The command to teach children "diligently" is taken up in the Church's understanding of the family as the ecclesia domestica, the domestic church (Lumen Gentium 11; Familiaris Consortio 49). Parents are, in Catholic teaching, the "first heralds of the faith" to their children (CCC 1656), an obligation rooted directly in this Deuteronomic command. The practice of blessing oneself with holy water at the door and keeping sacred images in the home is a Christian analogue to the mezuzah, marking domestic space as consecrated to God. Origen (Homilies on Deuteronomy) saw the phylacteries as a figure of the Christian life: the Word must be bound not to the skin but to the inner movements of hand (action) and eye (contemplation).
The Shema speaks with urgent directness to the contemporary Catholic, who lives in a culture of fragmented attention and competing loyalties. "With all your heart, soul, and might" is a rebuke to the half-hearted, compartmentalized faith that treats Sunday Mass as one obligation among many. Practically, the passage invites several concrete responses: Begin and end each day with a deliberate act of love for God — the Morning Offering and an evening examination of conscience are ancient Catholic forms of the "lying down and rising up" of verse 7. Place a crucifix or image of Our Lady at the entrance of your home as a modern mezuzah, marking the threshold as holy. Parents should resist outsourcing the faith formation of their children entirely to parish programs; the dinner table, the car ride, the bedtime prayer are precisely the "sitting, walking, rising" moments Deuteronomy envisions. And in an age of digital distraction, the image of binding God's words "between your eyes" challenges Catholics to ask: what does my attention — my mental gaze — actually rest upon throughout the day?

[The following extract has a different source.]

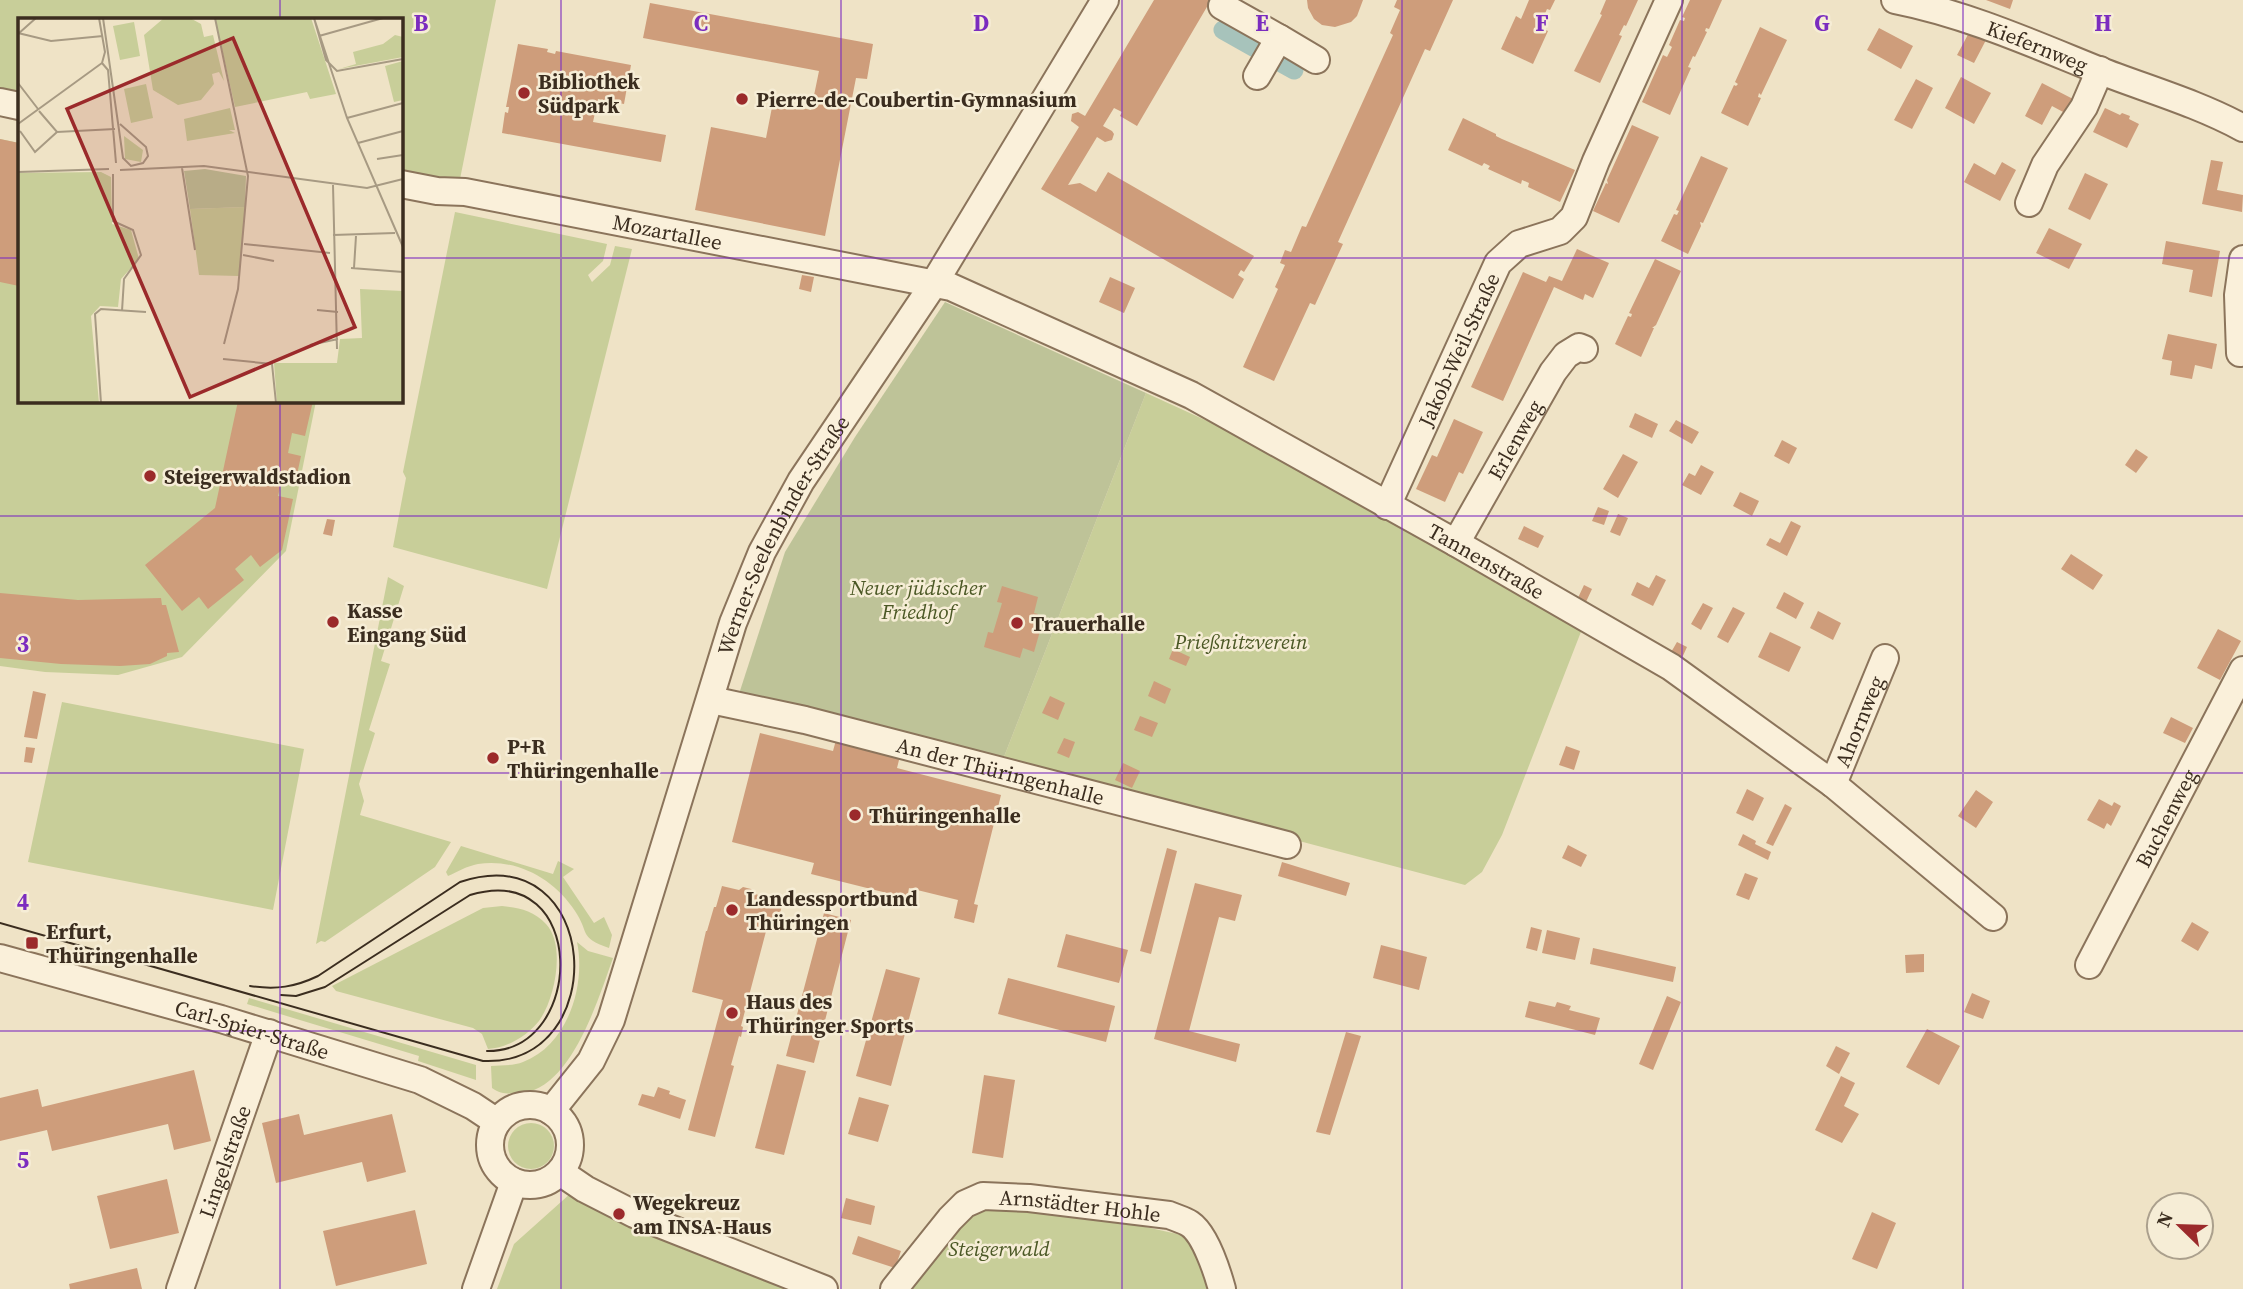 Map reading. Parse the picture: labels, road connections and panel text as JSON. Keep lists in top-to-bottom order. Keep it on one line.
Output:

Verses 8–9 — Phylacteries and Mezuzot The commands to bind the words on the hand and between the eyes, and to inscribe them on doorposts and gates, were interpreted literally in Second Temple Judaism through the practices of tefillin (phylacteries) and mezuzah. But the deeper spiritual sense — already present in the text — is that the body, the home, and the threshold between private and public life are all to be marked by the covenant. The hand signifies action, the forehead signifies thought and identity; hand and eye together encompass the whole of human doing and perceiving. The doorpost (mezuzah) marks the family dwelling as holy ground, a little sanctuary, and the "gate" extends this sanctification to civic and public space. Nothing lies outside the scope of God's claim.